Problem statement
Search the data for "roads". Each line containing it is to be copied.

Entries supplied
------------------------------------

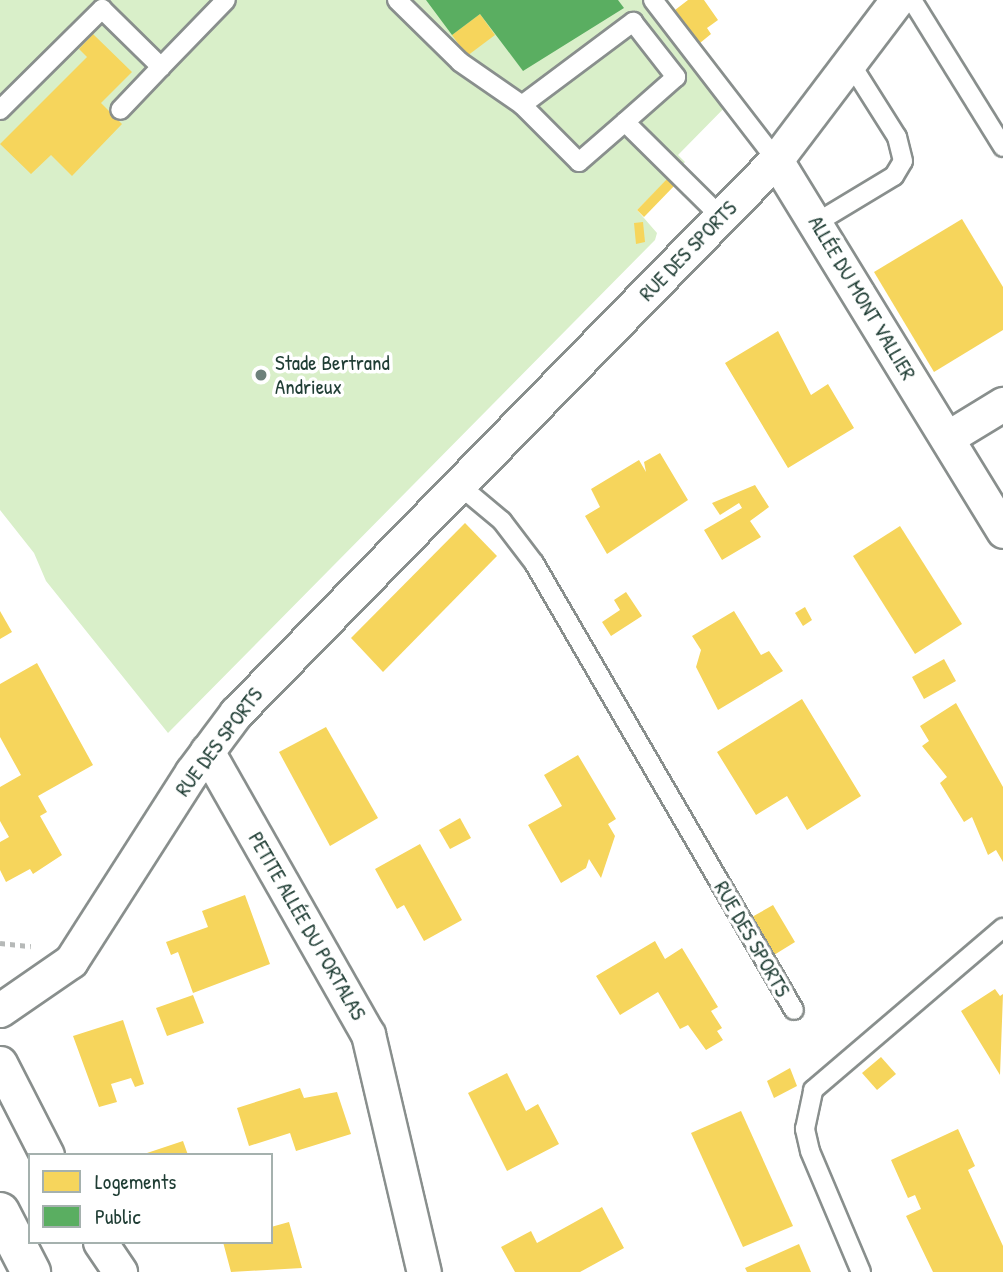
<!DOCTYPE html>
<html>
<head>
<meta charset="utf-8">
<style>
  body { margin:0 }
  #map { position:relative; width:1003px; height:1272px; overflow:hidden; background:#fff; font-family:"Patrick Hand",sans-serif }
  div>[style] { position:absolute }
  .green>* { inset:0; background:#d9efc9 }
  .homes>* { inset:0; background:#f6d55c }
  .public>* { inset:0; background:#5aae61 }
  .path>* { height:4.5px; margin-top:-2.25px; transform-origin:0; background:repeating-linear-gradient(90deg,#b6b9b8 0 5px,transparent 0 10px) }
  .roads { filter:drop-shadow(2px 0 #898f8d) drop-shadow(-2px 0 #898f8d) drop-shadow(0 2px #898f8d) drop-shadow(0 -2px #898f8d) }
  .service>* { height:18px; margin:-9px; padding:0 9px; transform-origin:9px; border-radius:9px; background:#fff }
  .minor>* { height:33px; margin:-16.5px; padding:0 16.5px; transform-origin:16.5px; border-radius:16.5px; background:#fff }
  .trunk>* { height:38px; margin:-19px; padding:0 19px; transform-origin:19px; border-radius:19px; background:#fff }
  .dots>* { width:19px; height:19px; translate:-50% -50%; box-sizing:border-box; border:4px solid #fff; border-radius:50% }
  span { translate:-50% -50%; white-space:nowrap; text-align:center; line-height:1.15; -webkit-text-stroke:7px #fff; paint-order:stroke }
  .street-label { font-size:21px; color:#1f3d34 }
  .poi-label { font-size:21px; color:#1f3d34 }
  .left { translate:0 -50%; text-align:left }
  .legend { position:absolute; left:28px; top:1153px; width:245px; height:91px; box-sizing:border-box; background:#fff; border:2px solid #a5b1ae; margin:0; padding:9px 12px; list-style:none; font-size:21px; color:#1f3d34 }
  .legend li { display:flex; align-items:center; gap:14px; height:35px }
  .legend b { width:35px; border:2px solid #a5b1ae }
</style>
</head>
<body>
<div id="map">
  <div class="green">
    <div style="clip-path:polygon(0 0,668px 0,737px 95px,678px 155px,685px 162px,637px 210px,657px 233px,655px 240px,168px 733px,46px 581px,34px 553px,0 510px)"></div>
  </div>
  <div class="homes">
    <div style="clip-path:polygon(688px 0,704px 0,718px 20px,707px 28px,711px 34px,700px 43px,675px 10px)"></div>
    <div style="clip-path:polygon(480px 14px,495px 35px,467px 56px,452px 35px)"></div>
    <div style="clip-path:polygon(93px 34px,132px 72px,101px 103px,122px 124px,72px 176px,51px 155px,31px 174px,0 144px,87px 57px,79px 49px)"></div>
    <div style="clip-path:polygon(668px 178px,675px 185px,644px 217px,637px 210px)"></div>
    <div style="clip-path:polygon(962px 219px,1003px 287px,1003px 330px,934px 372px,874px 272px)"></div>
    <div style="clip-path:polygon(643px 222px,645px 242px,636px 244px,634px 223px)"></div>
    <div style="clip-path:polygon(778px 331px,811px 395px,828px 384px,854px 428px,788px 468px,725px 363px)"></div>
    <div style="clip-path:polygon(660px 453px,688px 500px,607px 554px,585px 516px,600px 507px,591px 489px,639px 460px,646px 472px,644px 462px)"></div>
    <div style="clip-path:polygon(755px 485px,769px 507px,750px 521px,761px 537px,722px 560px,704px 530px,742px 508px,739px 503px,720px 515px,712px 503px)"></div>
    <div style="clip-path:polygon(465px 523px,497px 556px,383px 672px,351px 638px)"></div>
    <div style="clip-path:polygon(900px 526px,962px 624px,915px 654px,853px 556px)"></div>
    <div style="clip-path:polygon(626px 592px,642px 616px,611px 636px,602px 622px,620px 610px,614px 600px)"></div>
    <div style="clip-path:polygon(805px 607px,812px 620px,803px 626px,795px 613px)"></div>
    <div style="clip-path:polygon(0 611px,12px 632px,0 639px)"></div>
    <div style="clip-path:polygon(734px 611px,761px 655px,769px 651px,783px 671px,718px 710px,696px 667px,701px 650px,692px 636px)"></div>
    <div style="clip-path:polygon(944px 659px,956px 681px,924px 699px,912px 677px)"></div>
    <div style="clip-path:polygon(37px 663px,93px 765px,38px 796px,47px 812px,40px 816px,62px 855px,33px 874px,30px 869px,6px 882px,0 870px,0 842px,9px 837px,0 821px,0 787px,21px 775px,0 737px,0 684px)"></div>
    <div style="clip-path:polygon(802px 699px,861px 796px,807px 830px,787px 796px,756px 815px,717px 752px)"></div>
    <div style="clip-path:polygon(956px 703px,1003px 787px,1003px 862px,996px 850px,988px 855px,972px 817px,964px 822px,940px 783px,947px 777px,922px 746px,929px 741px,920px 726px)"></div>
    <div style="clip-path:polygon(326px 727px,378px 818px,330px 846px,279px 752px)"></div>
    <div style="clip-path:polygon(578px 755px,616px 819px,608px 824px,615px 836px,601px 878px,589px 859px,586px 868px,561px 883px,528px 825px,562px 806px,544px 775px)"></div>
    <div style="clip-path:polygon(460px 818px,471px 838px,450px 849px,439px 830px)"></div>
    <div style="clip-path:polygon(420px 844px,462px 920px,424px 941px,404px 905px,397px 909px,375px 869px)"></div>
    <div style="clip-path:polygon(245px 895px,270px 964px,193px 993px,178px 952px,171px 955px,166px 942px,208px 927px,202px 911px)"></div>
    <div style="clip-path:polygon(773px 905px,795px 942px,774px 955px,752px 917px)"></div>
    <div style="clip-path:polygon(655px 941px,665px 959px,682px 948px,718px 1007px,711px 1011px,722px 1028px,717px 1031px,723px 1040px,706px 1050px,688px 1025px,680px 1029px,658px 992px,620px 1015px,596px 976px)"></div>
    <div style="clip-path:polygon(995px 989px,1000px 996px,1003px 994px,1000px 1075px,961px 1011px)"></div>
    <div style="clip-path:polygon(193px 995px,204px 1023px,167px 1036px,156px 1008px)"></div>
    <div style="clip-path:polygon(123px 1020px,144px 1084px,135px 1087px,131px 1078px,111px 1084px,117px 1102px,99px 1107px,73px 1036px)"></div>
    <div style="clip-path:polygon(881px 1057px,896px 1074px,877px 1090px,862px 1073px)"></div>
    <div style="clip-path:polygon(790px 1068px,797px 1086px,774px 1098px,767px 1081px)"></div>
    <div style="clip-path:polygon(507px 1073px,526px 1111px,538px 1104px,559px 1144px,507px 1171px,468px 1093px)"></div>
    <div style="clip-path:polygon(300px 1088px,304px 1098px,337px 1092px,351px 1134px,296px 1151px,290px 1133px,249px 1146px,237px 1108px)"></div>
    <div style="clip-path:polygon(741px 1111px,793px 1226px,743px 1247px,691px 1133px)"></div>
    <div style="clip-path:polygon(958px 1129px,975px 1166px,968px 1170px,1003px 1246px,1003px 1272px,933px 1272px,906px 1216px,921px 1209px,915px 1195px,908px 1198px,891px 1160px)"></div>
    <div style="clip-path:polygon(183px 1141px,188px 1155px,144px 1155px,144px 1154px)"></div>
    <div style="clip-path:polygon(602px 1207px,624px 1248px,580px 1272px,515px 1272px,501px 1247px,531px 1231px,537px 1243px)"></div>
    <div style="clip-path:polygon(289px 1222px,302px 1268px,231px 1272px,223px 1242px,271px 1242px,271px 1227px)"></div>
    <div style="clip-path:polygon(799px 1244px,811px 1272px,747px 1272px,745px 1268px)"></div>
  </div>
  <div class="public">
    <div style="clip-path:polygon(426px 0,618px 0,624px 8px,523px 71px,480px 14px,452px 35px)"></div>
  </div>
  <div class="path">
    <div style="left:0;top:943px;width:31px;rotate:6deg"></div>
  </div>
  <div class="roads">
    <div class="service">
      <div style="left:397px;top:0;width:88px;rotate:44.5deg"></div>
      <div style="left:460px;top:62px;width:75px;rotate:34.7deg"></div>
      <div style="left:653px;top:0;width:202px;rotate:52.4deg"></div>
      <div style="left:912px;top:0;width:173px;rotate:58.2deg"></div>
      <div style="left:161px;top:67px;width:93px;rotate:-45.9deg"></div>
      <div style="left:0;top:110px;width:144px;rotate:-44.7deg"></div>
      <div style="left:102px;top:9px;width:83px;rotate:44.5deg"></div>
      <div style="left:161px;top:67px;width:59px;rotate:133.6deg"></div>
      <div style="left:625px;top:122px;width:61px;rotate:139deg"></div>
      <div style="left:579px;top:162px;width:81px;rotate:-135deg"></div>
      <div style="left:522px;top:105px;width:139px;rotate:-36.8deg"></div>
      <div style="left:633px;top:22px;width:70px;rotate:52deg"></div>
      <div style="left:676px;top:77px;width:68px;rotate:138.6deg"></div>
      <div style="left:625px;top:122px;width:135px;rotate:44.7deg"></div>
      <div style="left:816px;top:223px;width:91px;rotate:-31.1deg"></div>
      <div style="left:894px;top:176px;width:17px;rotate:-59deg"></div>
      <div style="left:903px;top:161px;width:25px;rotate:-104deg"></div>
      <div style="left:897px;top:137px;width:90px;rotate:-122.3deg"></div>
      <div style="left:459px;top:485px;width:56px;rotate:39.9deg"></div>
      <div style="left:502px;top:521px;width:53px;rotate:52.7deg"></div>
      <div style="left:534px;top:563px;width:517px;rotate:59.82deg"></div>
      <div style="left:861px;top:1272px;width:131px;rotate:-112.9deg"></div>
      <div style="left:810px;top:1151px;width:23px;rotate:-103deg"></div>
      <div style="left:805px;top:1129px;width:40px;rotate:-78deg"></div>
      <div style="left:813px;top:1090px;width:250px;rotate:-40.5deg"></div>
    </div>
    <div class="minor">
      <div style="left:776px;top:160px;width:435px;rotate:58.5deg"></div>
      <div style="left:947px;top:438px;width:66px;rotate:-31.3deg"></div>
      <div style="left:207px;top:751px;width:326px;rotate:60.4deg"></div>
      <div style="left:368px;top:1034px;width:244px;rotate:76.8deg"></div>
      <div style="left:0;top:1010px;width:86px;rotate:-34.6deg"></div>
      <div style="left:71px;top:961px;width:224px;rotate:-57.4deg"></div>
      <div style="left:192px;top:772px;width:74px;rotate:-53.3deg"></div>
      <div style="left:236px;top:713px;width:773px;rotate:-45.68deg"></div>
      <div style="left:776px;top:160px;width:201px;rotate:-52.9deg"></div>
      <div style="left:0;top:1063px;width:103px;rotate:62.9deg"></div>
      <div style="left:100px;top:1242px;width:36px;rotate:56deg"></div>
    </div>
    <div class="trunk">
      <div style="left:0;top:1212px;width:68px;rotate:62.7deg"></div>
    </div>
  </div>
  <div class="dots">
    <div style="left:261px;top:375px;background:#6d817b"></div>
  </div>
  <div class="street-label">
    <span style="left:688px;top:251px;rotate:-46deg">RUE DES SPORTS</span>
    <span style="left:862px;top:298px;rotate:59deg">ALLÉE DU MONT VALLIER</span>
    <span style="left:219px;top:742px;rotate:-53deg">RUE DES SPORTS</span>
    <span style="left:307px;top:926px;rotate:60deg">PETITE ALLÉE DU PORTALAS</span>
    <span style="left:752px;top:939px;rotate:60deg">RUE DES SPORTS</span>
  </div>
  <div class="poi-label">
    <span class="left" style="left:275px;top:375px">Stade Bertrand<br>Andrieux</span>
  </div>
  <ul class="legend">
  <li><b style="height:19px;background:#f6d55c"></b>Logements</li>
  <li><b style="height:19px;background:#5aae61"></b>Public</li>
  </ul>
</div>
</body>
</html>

------------------------------------

Result of the exercise
  .roads { filter:drop-shadow(2px 0 #898f8d) drop-shadow(-2px 0 #898f8d) drop-shadow(0 2px #898f8d) drop-shadow(0 -2px #898f8d) }
  <div class="roads">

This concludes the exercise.